Crossman: Well, we've been able to manage something that pretty much no other denim company has been able to accomplish on the wholesale side, which is get into other categories. For the longest time, we'd beat our head up against the wall trying to get into the "collection" and the "lifestyle brand." We don't hold that power. Retailers would say the same thing over and over. "Unless you come up with something really special, we're not going to put it into our stores." After three years of hearing the same thing, we now have our tops division or microbrand, as we call it.
We had to approach it a different way with the retailers. We showed up to our first show with 70 different patterns, so everyone was able to find five or six woven shirts to put together a nice capsule in their stores on a monthly basis. That shows that when you really attack it as its own separate entity, it's not an afterthought. That's how we gained our success with these microbrands. We've done that not only with our woven shirts, but with our knit tops and non-denim bottoms, which should be really successful.
When you look at the logos, we're not trying to drive the Joe's component of it, but instead its own brand with its own identity. The evidence, or the proof, is in the pudding based on 20% of our sales in the last quarter coming from that in the wholesale channel.
TheStreet: Right. So in the last quarter, 20% of sales came from non-denim products. To me, that sounds like the biggest growth potential for the company going forward. Is there a higher margin for these non-denim products?
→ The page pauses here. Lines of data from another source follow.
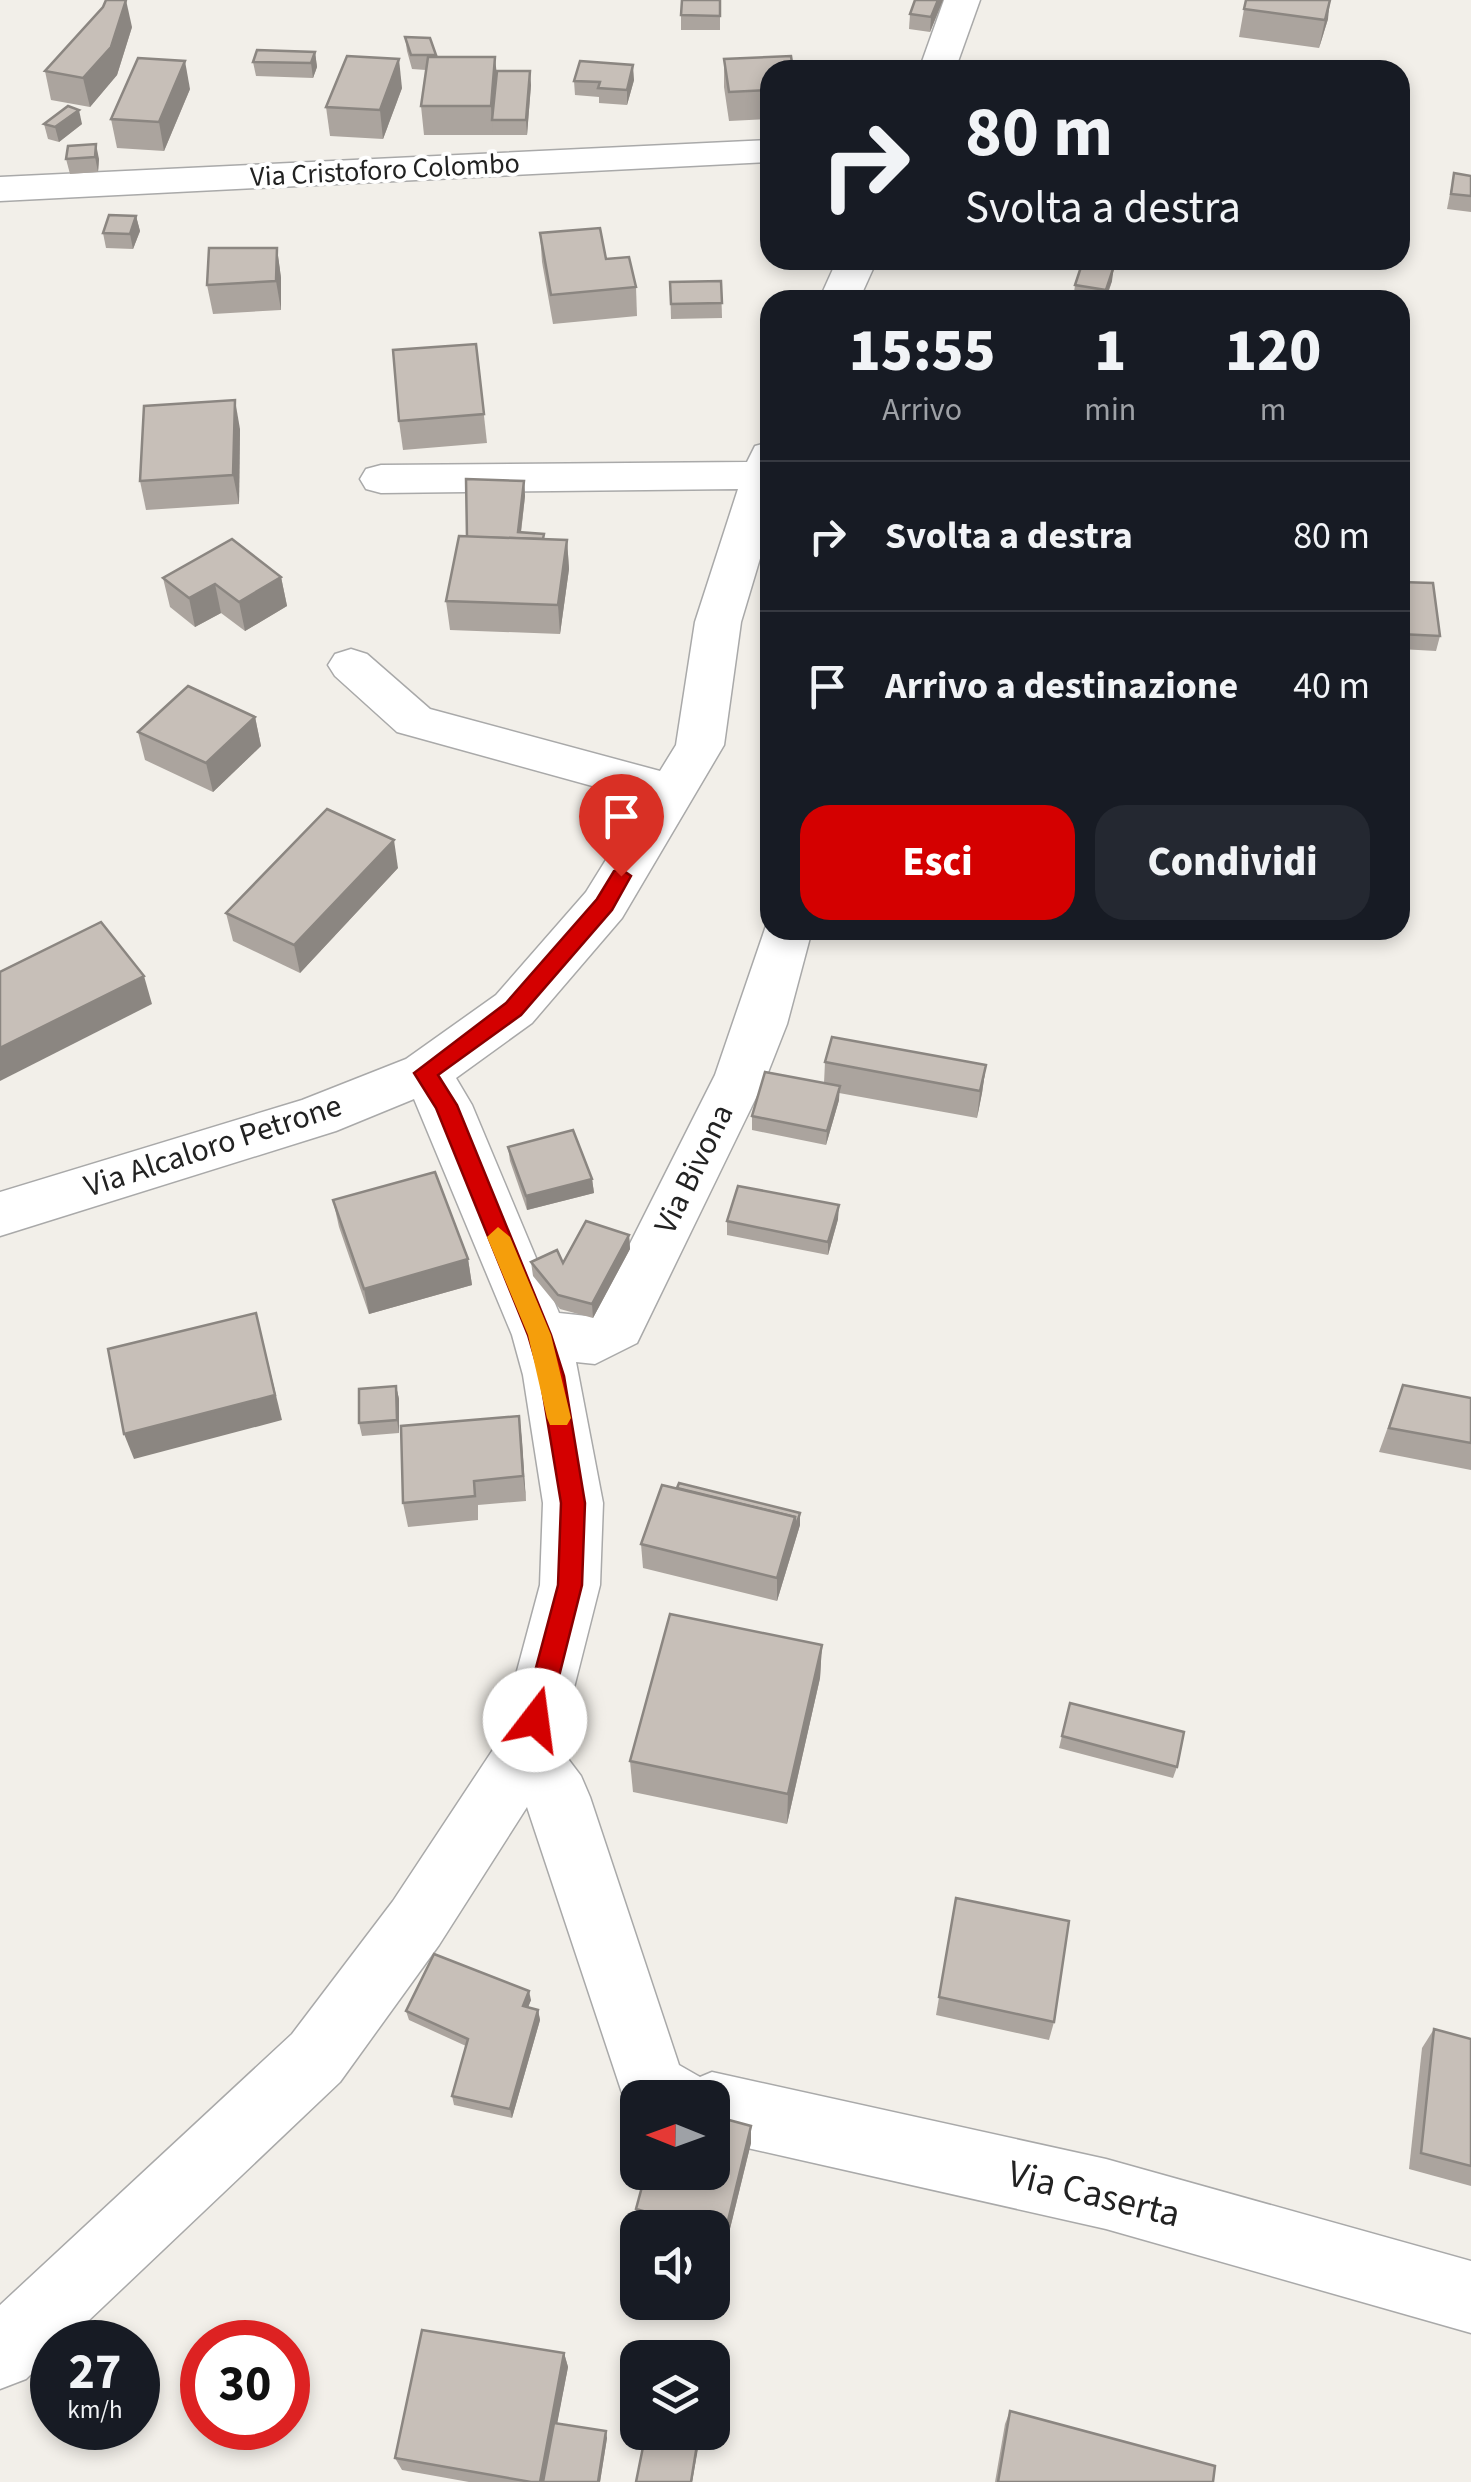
<!DOCTYPE html>
<html lang="it">
<head>
<meta charset="utf-8">
<style>
	:root { --surface:#171b24; --page:#242831; --text:#f1f3f6; --muted:#9ea1a6; --line:#363941; --accent:#d40000 }
	body { margin:0; font-family:"Source Sans 3",sans-serif; background:var(--page); color:var(--text); height:100vh; display:flex; flex-direction:column; font-size:38px; white-space:nowrap }
	* { box-sizing:border-box; margin:0 }
	p { font-size:32px; color:var(--muted) }
	.icon { flex:none; width:55px; height:55px; fill:none; stroke:currentColor; stroke-width:2; stroke-linecap:round; stroke-linejoin:round }
	.map { position:relative; flex:1; overflow:hidden }
	.side { position:absolute; left:760px; top:290px; width:650px; height:650px; display:flex; flex-direction:column; background:var(--surface); border-radius:30px; box-shadow:0 5px 15px #0003 }
	.side>* { flex:none }
	.banner { position:absolute; left:760px; top:60px; width:650px; height:210px; border-radius:30px; box-shadow:0 5px 15px #0003; background:#171b24; color:var(--text); overflow:hidden }
	.needle { width:65px; rotate:271deg }
	.controls { position:absolute; left:620px; top:2080px; display:grid; gap:20px }
	.controls a { display:grid; place-items:center; width:110px; height:110px; border-radius:20px; background:var(--surface); box-shadow:0 5px 15px #0003; font-size:50px }
	.speed { position:absolute; left:30px; top:2320px; display:flex; gap:20px; font-size:50px; font-weight:700; text-align:center }
	.speed>* { display:grid; place-content:center; width:130px; height:130px; border-radius:50%; background:var(--surface); box-shadow:0 5px 15px #0003; line-height:1 }
	.speed small { font-size:25px; font-weight:400 }
	.speed .limit { border:15px solid #d22; background:#fff; color:#111 }
	.pin { position:absolute; display:grid; place-items:center; width:85px; height:85px; color:#fff; margin:-102px -42px; border-radius:50% 50% 50% 0; rotate:-45deg; box-shadow:0 0 10px #0007 }
	.pin .icon { rotate:45deg }
	.me { position:absolute; width:110px; margin:-55px; rotate:15deg; stroke-linejoin:round; filter:drop-shadow(0 0 8px #0008) }
	.turn { display:flex; align-items:center; gap:35px; height:210px; padding:0 40px; font-size:45px }
	.turn .icon { width:130px; height:130px; stroke-width:2.5 }
	.turn b { display:block; font-size:70px; line-height:85px }
	.eta { display:flex; justify-content:space-evenly; align-items:center; height:170px; text-align:center }
	.eta b { font-size:60px; font-weight:800; line-height:70px }
	.action { display:flex; gap:20px; margin-top:auto; padding:20px 40px }
	.action a { flex:1; height:115px; border-radius:30px; background:var(--accent); color:#fff; font-size:40px; font-weight:800; line-height:115px; text-align:center }
	.action a+a { background:var(--page); color:var(--text) }
	ul { padding:0; list-style:none }
	li { display:flex; align-items:center; gap:30px; height:150px; padding:0 40px; border-top:2px solid var(--line) }
	li div { flex:1 }
	li b { display:block; font-size:38px }
	li em { font-style:normal }
	.map>svg:first-child { display:block }
	.lines { fill:none; stroke-linecap:round; stroke-linejoin:round }
	.minor-casing { stroke:#a9a9a9; stroke-width:3 }
	.minor { fill:#fff; fill-rule:evenodd }
	.wall { fill:#aba49e }
	.shaded-wall { fill:#8b8681 }
	.building { fill:#c7bfb8; stroke:#8b8681; stroke-width:2.5 }
	.route { fill:#d40000; stroke:#8a0000; stroke-width:2.5 }
	.slow { fill:#f59e0b }
	.labels { text-anchor:middle; dominant-baseline:central; stroke-width:8; stroke-linejoin:round; paint-order:stroke }
	.far-street-label { font-size:28px; fill:#222; stroke:#fff }
	.street-label { font-size:32px; fill:#222; stroke:#fff }
	.near-street-label { font-size:38px; fill:#222; stroke:#fff }
</style>
</head>
<body>
<div class="map">
<svg width="1471" height="2482" viewBox="0 0 1471 2482">
	<rect width="100%" height="100%" fill="#f2efe9"/>
	<g class="lines">
		<g class="minor-casing">
			<g id="minor">
				<polygon points="944,0 980,0 955,70 919,70"/>
				<polygon points="770,140 770,162 0,201 0,177"/>
				<polygon points="837,260 877,260 859,300 819,300"/>
				<polygon points="770,442 770,525 741,622 724,745 622,918 532,1023 456,1078 472,1105 559,1313 587,1316 597,1309 715,1075 769,917 770,930 812,930 787,1024 767,1075 637,1343 595,1364 576,1362 603,1503 600,1585 559,1747 581,1776 590,1797 679,2065 700,2077 712,2072 1106,2159 1471,2261 1471,2333 1106,2229 712,2140 712,2098 638,2098 638,2120 630,2117 527,1807 439,1945 340,2082 66,2342 52,2342 52,2354 26,2379 0,2389 0,2305 292,2034 393,1901 498,1742 540,1585 543,1503 523,1375 512,1335 414,1099 336,1131 0,1236 0,1192 302,1100 406,1059 496,995 586,892 643,800 397,732 335,676 328,665 335,654 351,649 367,654 430,709 660,771 676,745 695,622 738,489 381,493 366,489 360,479 366,469 381,465 747,462 755,446"/>
			</g>
		</g>
		<use href="#minor" class="minor"/>
	</g>
	<g class="wall">
		<polygon points="720,0 720,30 681,30 681,15"/>
		<polygon points="915,0 943,0 930,32 909,29 910,14"/>
		<polygon points="1244,9 1328,19 1319,48 1239,37"/>
		<polygon points="132,27 117,75 90,107 51,100 45,71"/>
		<polygon points="405,37 430,38 436,57 497,71 531,85 527,135 424,135 421,106 426,70 412,69 407,51"/>
		<polygon points="315,52 317,67 313,78 256,76 253,62"/>
		<polygon points="724,59 770,70 770,119 729,121 724,87"/>
		<polygon points="634,80 627,105 599,103 599,97 575,95 574,81"/>
		<polygon points="402,88 383,139 330,136 326,107"/>
		<polygon points="190,89 164,151 117,148 111,119"/>
		<polygon points="44,124 82,124 59,142 48,139"/>
		<polygon points="68,146 99,159 98,172 70,174 66,159"/>
		<polygon points="1454,173 1471,176 1471,212 1447,209"/>
		<polygon points="136,216 140,231 133,249 106,248 103,233"/>
		<polygon points="540,233 606,259 636,287 637,316 553,324 542,262"/>
		<polygon points="277,248 281,278 281,310 213,314 207,285"/>
		<polygon points="721,281 722,318 671,319 670,282"/>
		<polygon points="1112,281 1106,300 1073,300 1075,285"/>
		<polygon points="476,344 487,443 403,450 399,421"/>
		<polygon points="240,429 239,504 146,510 140,481"/>
		<polygon points="524,481 525,496 521,533 544,539 567,540 569,569 560,634 450,630 446,601"/>
		<polygon points="281,577 287,606 245,631 221,613 195,627 170,607 163,578"/>
		<polygon points="1400,582 1440,636 1436,651 1400,649"/>
		<polygon points="255,717 261,746 213,792 145,760 138,732"/>
		<polygon points="398,868 300,973 233,941 226,913"/>
		<polygon points="825,1062 986,1065 982,1093 977,1118 839,1093 839,1100 826,1145 752,1130 752,1116 824,1083"/>
		<polygon points="508,1147 592,1179 594,1193 527,1210 510,1161"/>
		<polygon points="333,1200 468,1259 472,1285 369,1314 339,1227"/>
		<polygon points="838,1219 828,1255 727,1235 727,1221"/>
		<polygon points="629,1235 630,1249 593,1318 560,1309 533,1276 531,1262 563,1263"/>
		<polygon points="1403,1385 1471,1398 1471,1470 1379,1452"/>
		<polygon points="396,1386 399,1399 399,1433 362,1436 359,1423"/>
		<polygon points="519,1416 526,1501 478,1505 478,1520 408,1527 403,1503"/>
		<polygon points="800,1513 800,1525 777,1601 643,1568 641,1544"/>
		<polygon points="822,1645 820,1678 787,1824 633,1792 630,1761"/>
		<polygon points="1070,1703 1177,1767 1173,1778 1059,1748"/>
		<polygon points="956,1898 1054,2022 1049,2040 936,2015"/>
		<polygon points="531,2000 528,2007 538,2010 540,2020 512,2118 454,2105 452,2096 466,2046 409,2020 406,2011"/>
		<polygon points="1434,2029 1471,2039 1471,2186 1409,2169 1422,2048"/>
		<polygon points="751,2126 751,2143 725,2249 712,2245 712,2228 647,2228 638,2225 636,2209 721,2145"/>
		<polygon points="564,2353 568,2367 557,2423 607,2438 600,2482 469,2482 402,2470 395,2458"/>
		<polygon points="1010,2411 1213,2482 995,2482 1005,2424"/>
		<polygon points="62,2428 116,2428 106,2448"/>
	</g>
	<g class="shaded-wall">
		<polygon points="126,0 132,27 117,75 90,107 83,78"/>
		<polygon points="938,0 943,0 930,32 931,17"/>
		<polygon points="1330,0 1328,19 1319,48 1325,20"/>
		<polygon points="315,52 317,67 313,78 311,63"/>
		<polygon points="495,57 498,86 492,120 493,135 491,106"/>
		<polygon points="399,59 402,88 383,139 380,110"/>
		<polygon points="185,61 190,89 164,151 159,122"/>
		<polygon points="633,65 634,80 627,105 627,90"/>
		<polygon points="530,71 531,85 527,135 526,120"/>
		<polygon points="79,110 82,124 59,142 55,127"/>
		<polygon points="96,144 99,159 98,172 95,157"/>
		<polygon points="136,216 140,231 133,249 130,234"/>
		<polygon points="277,248 281,278 281,310 276,281"/>
		<polygon points="1114,266 1112,281 1105,300 1106,290"/>
		<polygon points="235,400 240,429 239,504 233,475"/>
		<polygon points="524,481 525,496 519,547 518,532"/>
		<polygon points="567,540 569,569 560,634 558,605"/>
		<polygon points="281,577 287,606 245,631 239,602"/>
		<polygon points="215,584 221,613 195,627 189,598"/>
		<polygon points="255,717 261,746 213,792 206,763"/>
		<polygon points="394,840 398,868 300,973 294,945"/>
		<polygon points="144,976 152,1004 0,1081 0,1048"/>
		<polygon points="986,1065 982,1093 977,1118 980,1091"/>
		<polygon points="840,1086 839,1100 826,1145 827,1131"/>
		<polygon points="592,1179 594,1193 527,1210 526,1196"/>
		<polygon points="839,1205 838,1219 828,1255 828,1242"/>
		<polygon points="629,1235 630,1249 593,1318 592,1304"/>
		<polygon points="468,1259 472,1285 369,1314 364,1289"/>
		<polygon points="256,1313 282,1420 134,1459 124,1434"/>
		<polygon points="396,1386 399,1399 399,1433 397,1420"/>
		<polygon points="519,1416 522,1440 526,1501 523,1476"/>
		<polygon points="800,1513 800,1525 777,1601 777,1578 795,1517"/>
		<polygon points="822,1645 820,1678 787,1824 788,1794"/>
		<polygon points="529,1991 531,2000 525,2015 523,2006"/>
		<polygon points="538,2010 540,2020 512,2118 510,2109"/>
		<polygon points="751,2126 751,2143 725,2249 725,2233"/>
		<polygon points="564,2353 568,2367 546,2482 540,2482"/>
		<polygon points="106,2428 116,2428 106,2448 99,2441"/>
		<polygon points="606,2431 607,2438 600,2482 598,2482"/>
		<polygon points="699,2432 701,2432 692,2482 691,2482"/>
	</g>
	<g class="building">
		<polygon points="106,0 126,0 111,47 83,78 45,71 103,7"/>
		<polygon points="682,0 720,0 720,16 681,15"/>
		<polygon points="915,0 938,0 931,17 910,14"/>
		<polygon points="1246,0 1330,0 1325,20 1244,9"/>
		<polygon points="405,37 430,38 436,55 411,55"/>
		<polygon points="257,50 315,52 311,63 253,62"/>
		<polygon points="347,56 399,59 380,110 326,107"/>
		<polygon points="791,56 793,70 770,70 770,90 729,92 724,59"/>
		<polygon points="428,57 495,57 491,106 421,106"/>
		<polygon points="138,58 185,61 159,122 111,119"/>
		<polygon points="580,61 633,65 627,90 598,88 600,82 574,81"/>
		<polygon points="497,71 530,71 526,120 492,120"/>
		<polygon points="68,106 79,110 55,127 44,124"/>
		<polygon points="96,144 95,157 66,159 68,146"/>
		<polygon points="1454,173 1471,176 1471,196 1451,194"/>
		<polygon points="109,215 136,216 130,234 103,233"/>
		<polygon points="600,228 606,259 629,257 636,287 551,295 540,233"/>
		<polygon points="209,248 277,248 276,281 207,285"/>
		<polygon points="1083,261 1114,266 1106,290 1075,285"/>
		<polygon points="721,281 722,303 671,304 670,282"/>
		<polygon points="476,344 484,414 399,421 393,350"/>
		<polygon points="235,400 233,475 140,481 144,406"/>
		<polygon points="466,479 524,481 518,532 544,534 543,539 467,537"/>
		<polygon points="459,536 567,540 558,605 446,601"/>
		<polygon points="232,539 281,577 239,602 215,584 189,598 163,578"/>
		<polygon points="1400,582 1433,583 1440,636 1400,634"/>
		<polygon points="188,686 255,717 206,763 138,732"/>
		<polygon points="327,809 394,840 294,945 226,913"/>
		<polygon points="101,922 144,976 0,1048 0,972"/>
		<polygon points="832,1037 986,1065 980,1091 825,1062"/>
		<polygon points="765,1072 840,1086 827,1131 752,1116"/>
		<polygon points="573,1130 592,1179 526,1196 508,1147"/>
		<polygon points="435,1172 468,1259 364,1289 333,1200"/>
		<polygon points="738,1186 839,1205 828,1242 727,1221"/>
		<polygon points="586,1221 629,1235 592,1304 558,1295 531,1262 557,1250 563,1263"/>
		<polygon points="256,1313 275,1395 124,1434 108,1349"/>
		<polygon points="1403,1385 1471,1398 1471,1443 1389,1428"/>
		<polygon points="396,1386 397,1420 359,1423 359,1389"/>
		<polygon points="519,1416 523,1476 474,1481 475,1496 403,1503 401,1426"/>
		<polygon points="679,1483 800,1513 795,1529 795,1517 677,1488"/>
		<polygon points="662,1485 795,1517 777,1578 641,1544"/>
		<polygon points="670,1614 822,1645 788,1794 630,1761"/>
		<polygon points="1070,1703 1184,1732 1177,1767 1062,1736"/>
		<polygon points="956,1898 1069,1921 1054,2022 939,1997"/>
		<polygon points="434,1954 529,1991 523,2006 538,2010 510,2109 452,2096 468,2039 406,2011"/>
		<polygon points="1434,2029 1471,2039 1471,2166 1421,2153"/>
		<polygon points="729,2120 751,2126 725,2233 712,2230 712,2228 704,2228 636,2209 646,2172 712,2172 712,2142 721,2145"/>
		<polygon points="422,2330 564,2353 540,2482 531,2482 395,2458"/>
		<polygon points="52,2387 52,2419 39,2413"/>
		<polygon points="1010,2411 1215,2466 1213,2482 998,2482"/>
		<polygon points="554,2423 606,2431 598,2482 543,2482"/>
		<polygon points="70,2428 106,2428 99,2441"/>
		<polygon points="646,2432 699,2432 691,2482 636,2482"/>
	</g>
	<polygon class="route" points="621,869 631,876 612,910 521,1015 438,1075 457,1105 551,1335 564,1376 585,1503 582,1585 548,1720 544,1728 535,1732 526,1728 522,1720 558,1585 561,1503 540,1376 528,1335 436,1108 414,1073 506,1003 597,899 614,871"/>
	<polygon class="slow" points="498,1227 510,1237 551,1335 571,1418 567,1425 550,1425 547,1418 528,1335 487,1237"/>
	<g class="labels">
		<g class="far-street-label">
			<text transform="translate(385 170) rotate(-3)">Via Cristoforo Colombo</text>
		</g>
		<g class="street-label">
			<text transform="translate(213 1146) rotate(-18)">Via Alcaloro Petrone</text>
			<text transform="translate(694 1169) rotate(-64)">Via Bivona</text>
		</g>
		<g class="near-street-label">
			<text transform="translate(1094 2194) rotate(14)">Via Caserta</text>
		</g>
	</g>
</svg>
<div class="controls">
<a><svg class="needle" viewBox="-14 -14 28 28"><path d="M0-13l5 13h-10z" fill="#e53935"/><path d="M0 13l5-13h-10z" fill="#9ea1a6"/></svg></a>
<a><svg class="icon" aria-label="sound" viewBox="0 0 24 24"><path d="M4 9h4l5-4v14l-5-4H4zM17 9q2 3 0 6"/></svg></a>
<a><svg class="icon" aria-label="layers" viewBox="0 0 24 24"><path d="M12 4l9 5-9 5-9-5zM3 14l9 5 9-5"/></svg></a>
</div>
<div class="speed"><div>27<small>km/h</small></div><div class="limit">30</div></div>
<div class="pin" style="left:621px;top:876px;background:#d93025"><svg class="icon" aria-label="arrive" viewBox="0 0 24 24"><path d="M6 21V4h12l-3 4 3 4H6"/></svg></div>
<svg class="me" style="left:535px;top:1720px" viewBox="-20 -20 40 40"><circle r="19" fill="#fff"/><path d="M0-13L10 11 0 6-10 11z" fill="#d40000"/></svg>
<div class="banner">
<div class="turn"><svg class="icon" aria-label="right" viewBox="0 0 24 24"><path d="M7 20v-9h11M14 6l5 5-5 5"/></svg><div><b>80 m</b>Svolta a destra</div></div>
</div>
<section class="side">
<div class="eta">
<div><b>15:55</b><p>Arrivo</p></div>
<div><b>1</b><p>min</p></div>
<div><b>120</b><p>m</p></div>
</div>
<ul>
<li><svg class="icon" aria-label="right" viewBox="0 0 24 24"><path d="M7 20v-9h11M14 6l5 5-5 5"/></svg><div><b>Svolta a destra</b></div><em>80 m</em></li>
<li><svg class="icon" aria-label="arrive" viewBox="0 0 24 24"><path d="M6 21V4h12l-3 4 3 4H6"/></svg><div><b>Arrivo a destinazione</b></div><em>40 m</em></li>
</ul>
<div class="action"><a>Esci</a><a>Condividi</a></div>
</section>
</div>
</body>
</html>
Crossman: We should easily be able to get those margins up to where the denim is, but we're not at that point yet. The problem is that we're putting these microbrands together in Los Angeles. Price sourcing is probably the best way to put it. You really have to develop relationships with factories overseas. Even with our knit tops we're doing a lot of production in Los Angeles, and the margins are lower. As we grow the size of the business, we're definitely going to bring that in a bigger way over to China, developing relationships with factories. It's an opportunity, but right now they're carrying slightly lower margins. I think I've said in the past that it's five to seven points lower. But we'll easily be able to make that up as we make that transition.